This week, iconic auction house Sotheby’s Wine released its market report for 2019, and the numbers are eye-popping, somewhat surprising, and, for investors, instructive. Records were broken, with Sotheby’s auction sales hitting $118 million, a 20 percent increase over 2018, and a new high achieved for a private wine collection sold at auction—$30 million.
Sotheby’s 2019 breakout beverage, though, was clearly spirits. Its first dedicated spirits sale—The Ultimate Whisky Collection—brought in $10 million, a world record for most-valuable private whisky collection at auction. And a single bottle, the Macallan Fine & Rare 60-Year-Old 1926 became the world’s most expensive—wine or spirit—going for a cool $1.9 million. The average bottle price across the Macallan was $24,744 compared to $5,855 for Sotheby’s top wine producer.

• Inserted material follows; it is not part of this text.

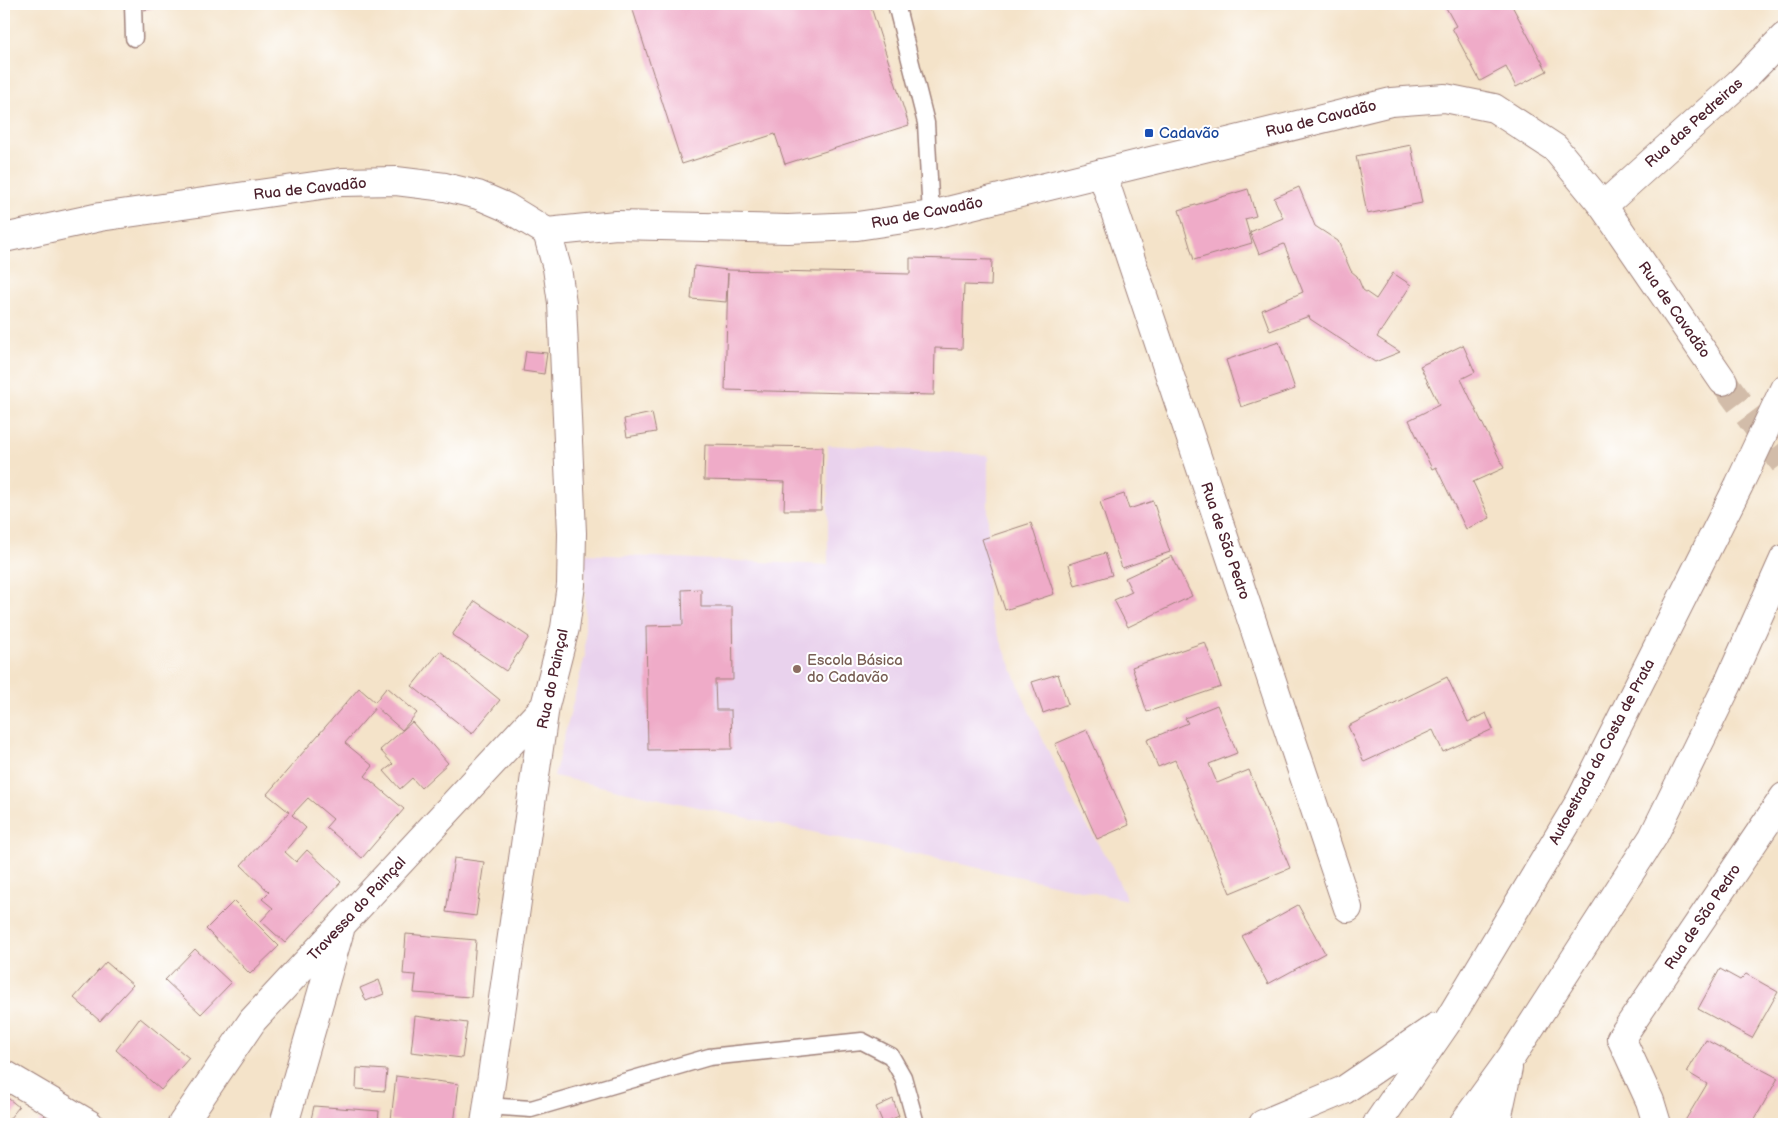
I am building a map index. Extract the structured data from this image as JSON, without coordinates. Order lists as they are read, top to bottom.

That last would be Domaine de la Romanée-Conti, and spirits comparisons aside, the Burgundy icon continued to dominate the fine-wine market, with sales topping $27 million (more than the top 10 Bordeaux producers combined). That share represented 25 percent of all Sotheby’s wine sales and 44 percent of its Burgundy sales. Joining Domaine de la Romanée-Conti and Sotheby’s other top 10 producers for the first time was Dom Pérignon (at number 8), leading an increase in Champagne sales, and a substantial increase in average bottle price—up 110 percent.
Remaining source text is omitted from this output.